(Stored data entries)
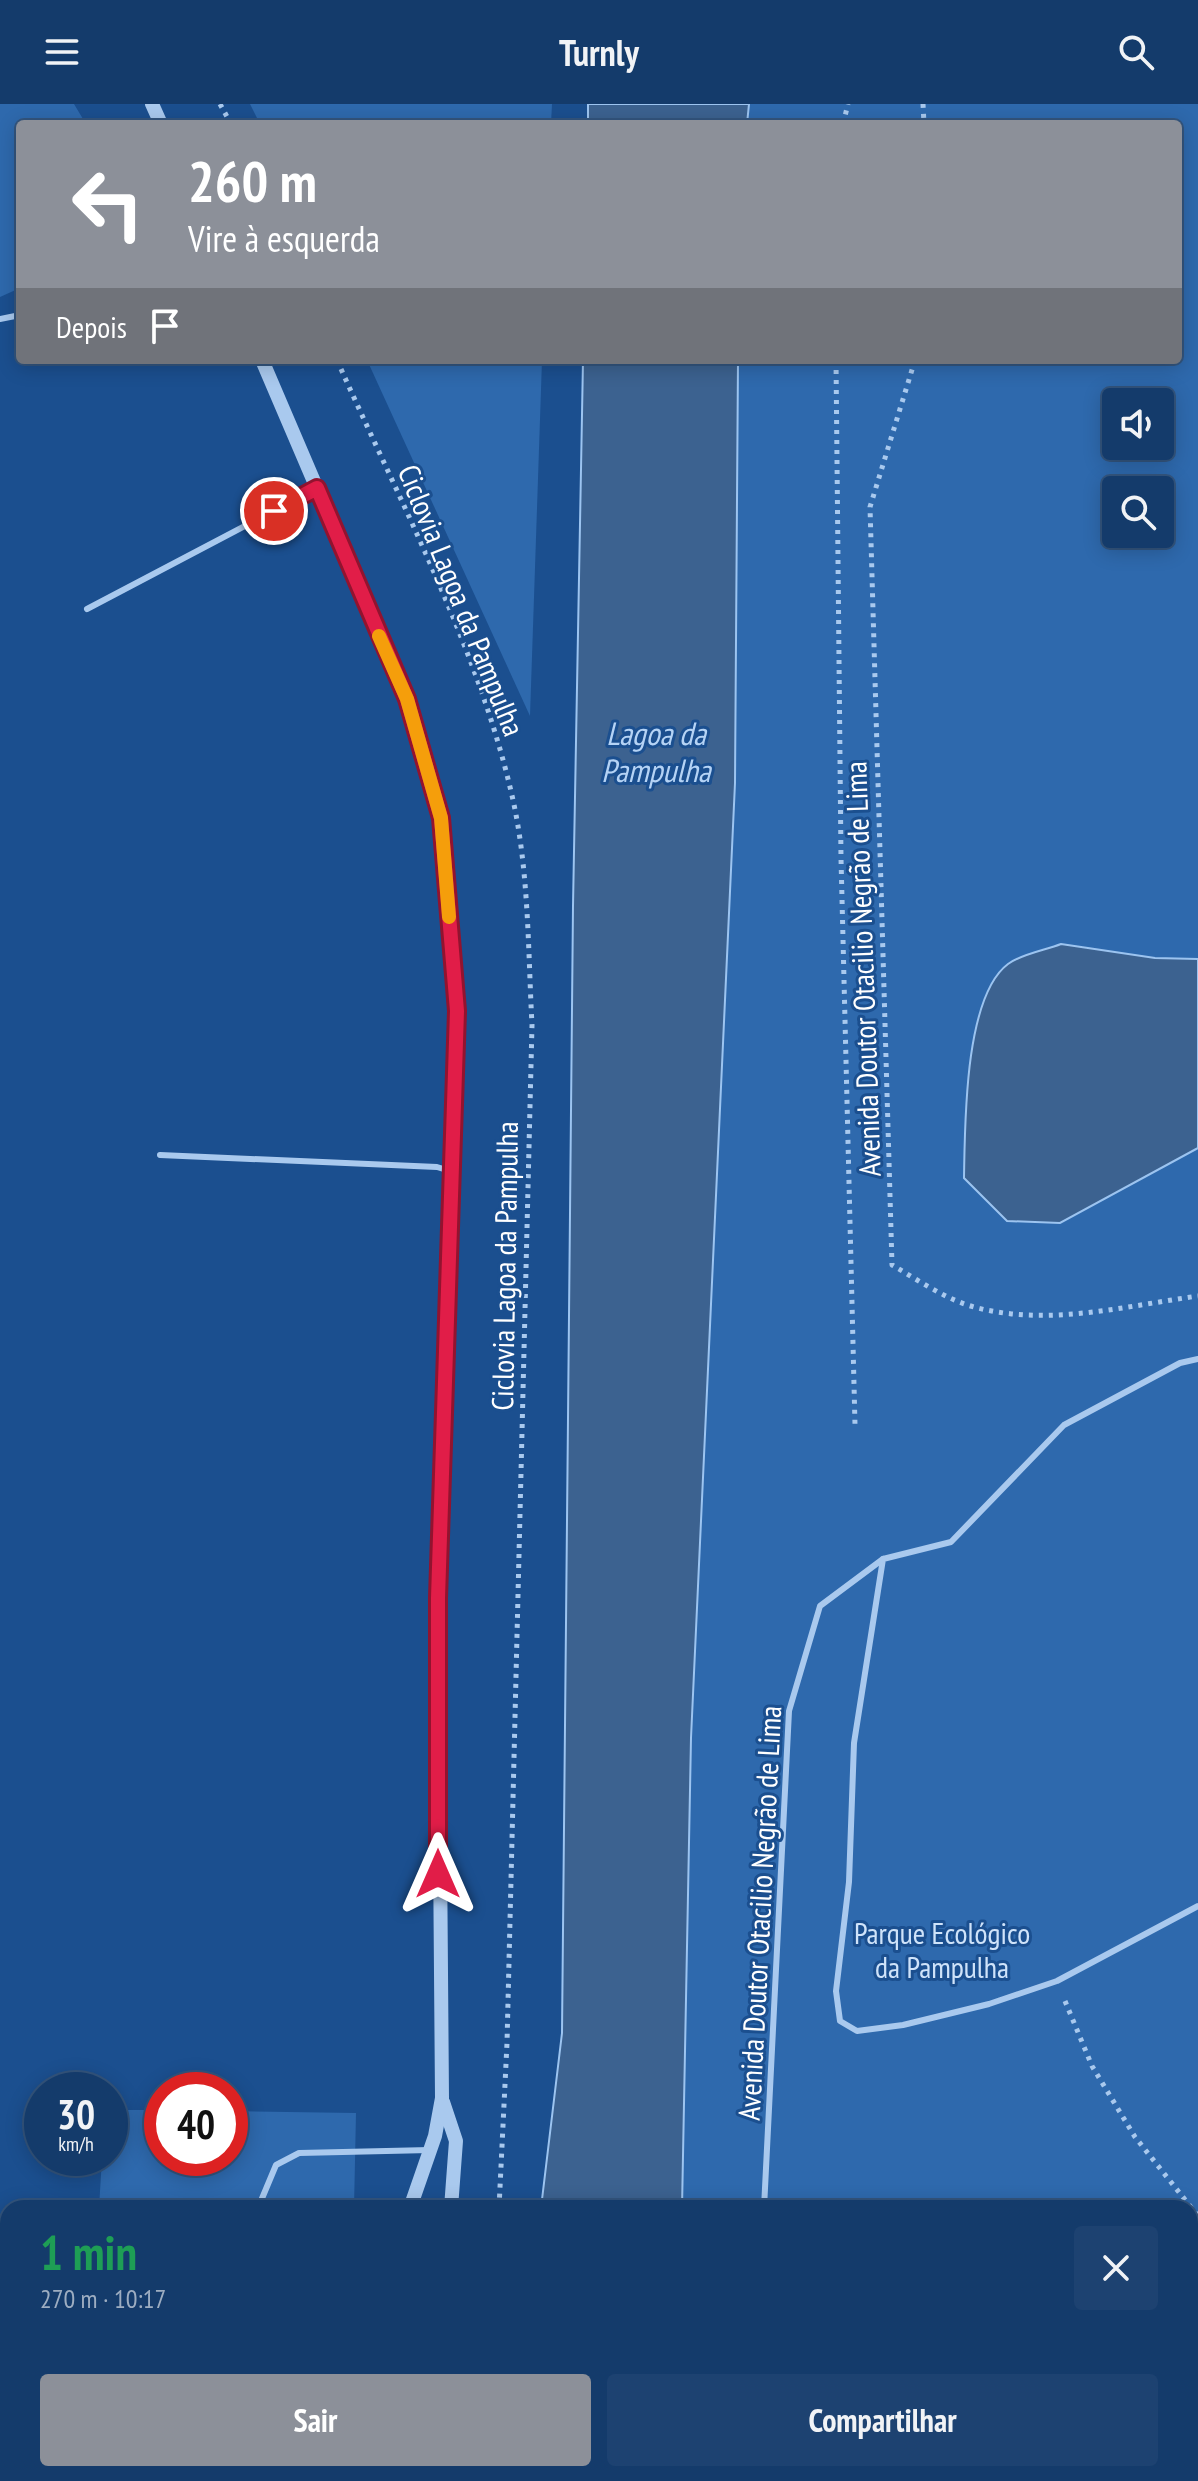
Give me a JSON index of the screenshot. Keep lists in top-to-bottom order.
{
  "streets": {
    "lane": ["Avenida Doutor Otacilio Negrão de Lima"],
    "path": ["Ciclovia Lagoa da Pampulha"]
  },
  "water": ["Lagoa da Pampulha"],
  "parks": ["Parque Ecológico da Pampulha"],
  "page": {
    "header": "Turnly",
    "turn": ["260 m", "Vire à esquerda"],
    "then": "Depois",
    "speed": "30 km/h",
    "limit": "40",
    "heading": ["1 min", "270 m · 10:17"],
    "buttons": ["Sair", "Compartilhar"]
  }
}
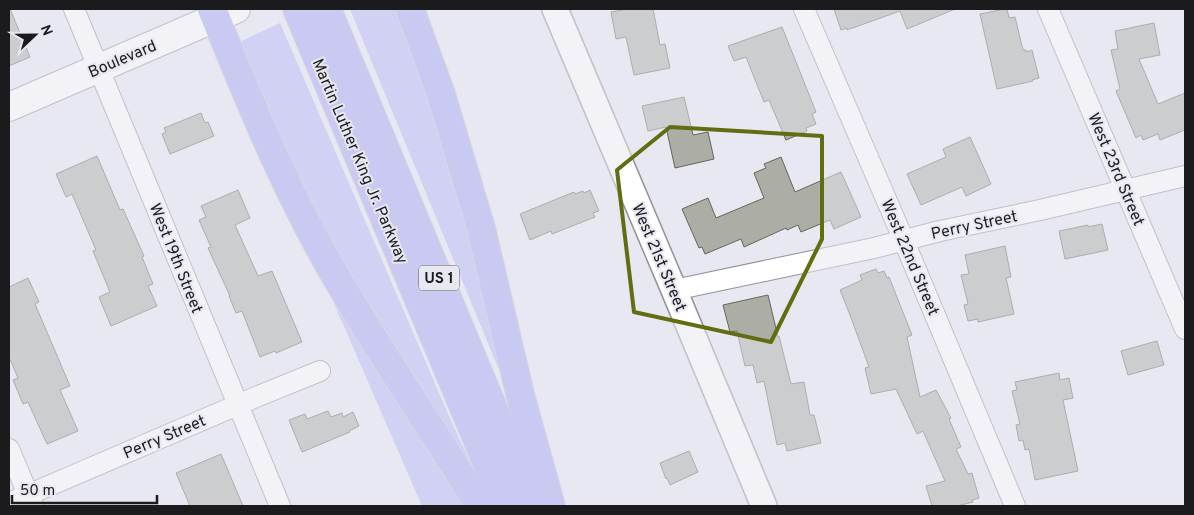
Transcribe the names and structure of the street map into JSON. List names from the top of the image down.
{
  "streets": {
    "highway": ["Martin Luther King Jr. Parkway", "US 1"],
    "main road": ["Boulevard"],
    "street": [
      "West 23rd Street",
      "Perry Street",
      "West 21st Street",
      "West 22nd Street",
      "West 19th Street"
    ]
  },
  "crossings": [
    ["Boulevard", "West 19th Street"],
    ["West 23rd Street", "Perry Street"],
    ["Perry Street", "West 21st Street"],
    ["Perry Street", "West 22nd Street"],
    ["Perry Street", "West 19th Street"]
  ],
  "scale_bar": "50 m",
  "north": "right"
}
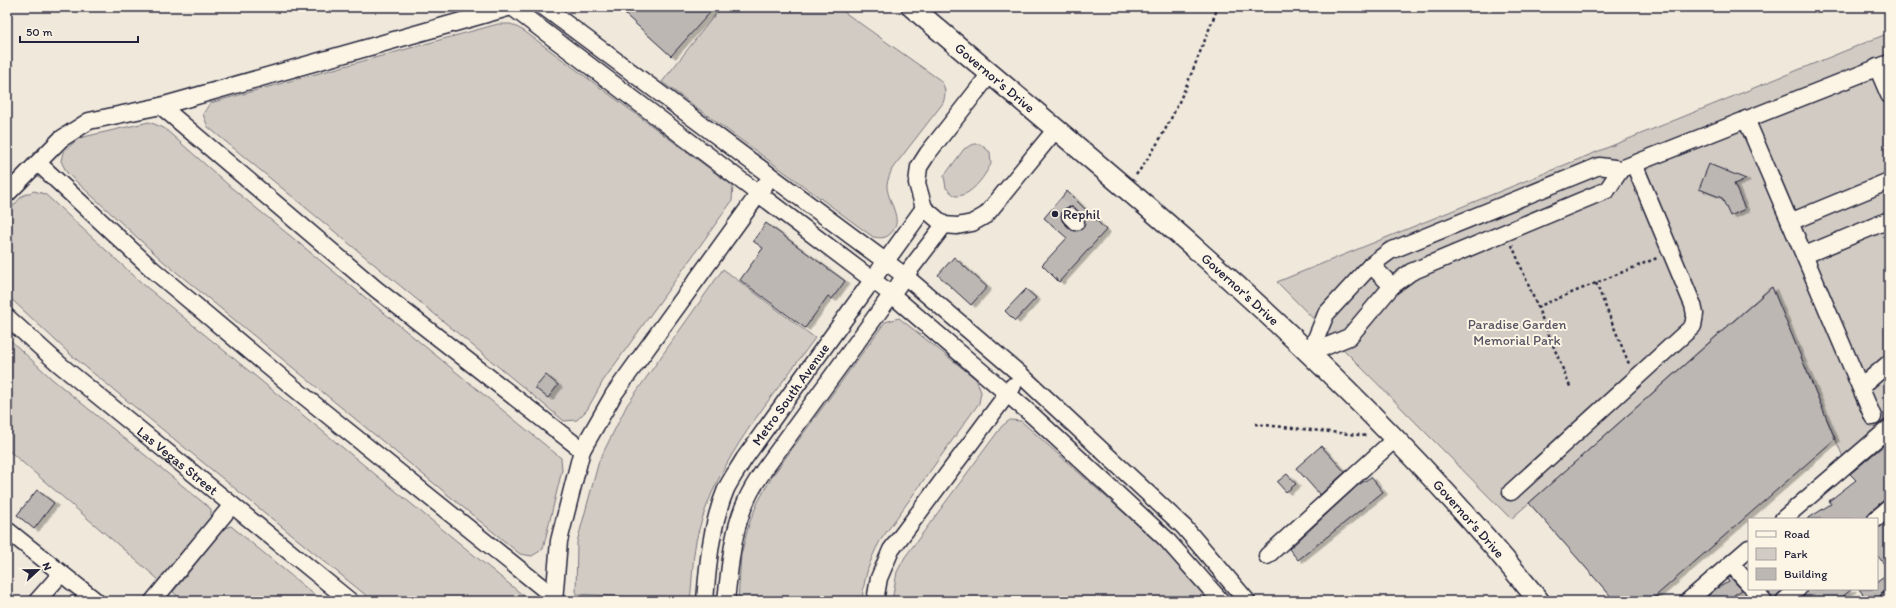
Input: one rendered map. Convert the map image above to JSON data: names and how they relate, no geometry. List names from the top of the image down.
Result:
{
  "streets": {
    "main road": ["Governor's Drive"],
    "street": ["Metro South Avenue", "Las Vegas Street"]
  },
  "parks": ["Paradise Garden Memorial Park"],
  "places": ["Rephil"],
  "legend": ["Road", "Park", "Building"],
  "scale_bar": "50 m",
  "north": "right"
}
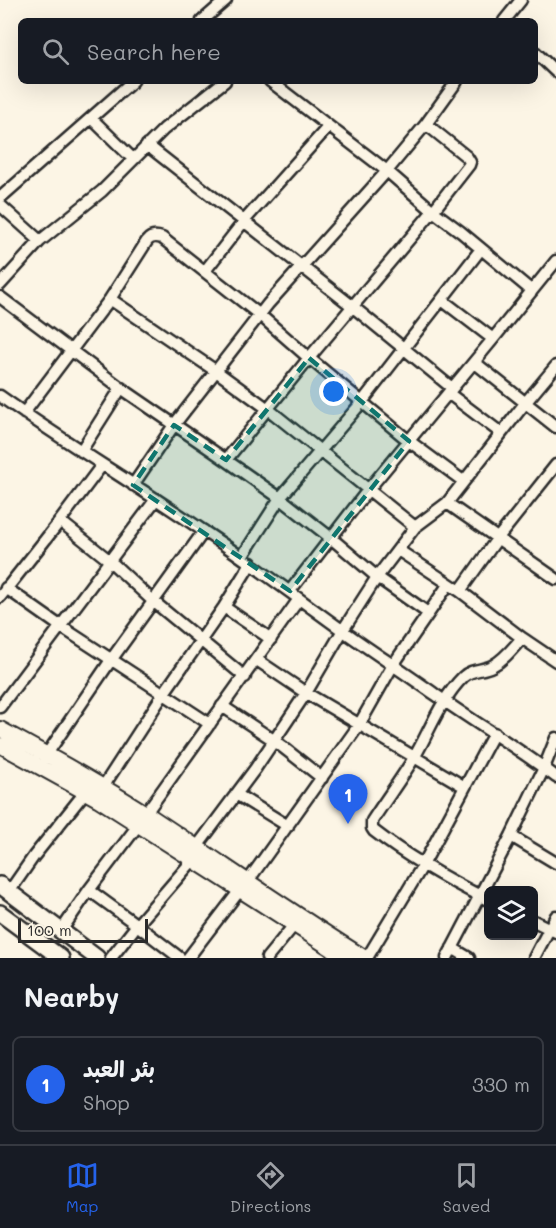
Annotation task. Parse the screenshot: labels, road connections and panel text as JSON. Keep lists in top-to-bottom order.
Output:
{
  "scale_bar": "100 m",
  "page": {
    "search": "Search here",
    "pins": "1",
    "scale": "100 m",
    "heading": "Nearby",
    "list": [
      {
        "mark": "1",
        "name": "بئر العبد",
        "note": "Shop",
        "value": "330 m"
      }
    ],
    "nav": ["Map", "Directions", "Saved"]
  }
}
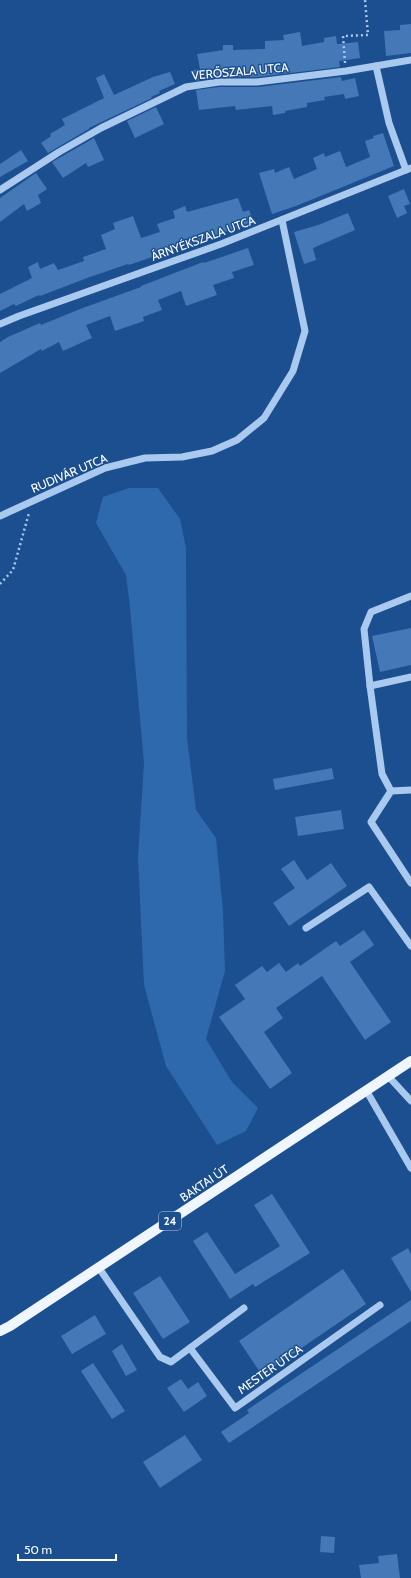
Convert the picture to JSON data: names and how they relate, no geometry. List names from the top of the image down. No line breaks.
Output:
{"streets":{"main road":["BAKTAI ÚT","24"],"street":["VERŐSZALA UTCA","ÁRNYÉKSZALA UTCA","RUDIVÁR UTCA","MESTER UTCA"]},"crossings":[["ÁRNYÉKSZALA UTCA","RUDIVÁR UTCA"]],"scale_bar":"50 m"}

**WORK ORDER:** Each line holding the word "Convert" must be copied from the data.

**RESULT:**
Input: one rendered map. Convert the map image above to JSON data: names and how they relate, no geometry. List names from the top of the image down.
Convert the picture to JSON data: names and how they relate, no geometry. List names from the top of the image down. No line breaks.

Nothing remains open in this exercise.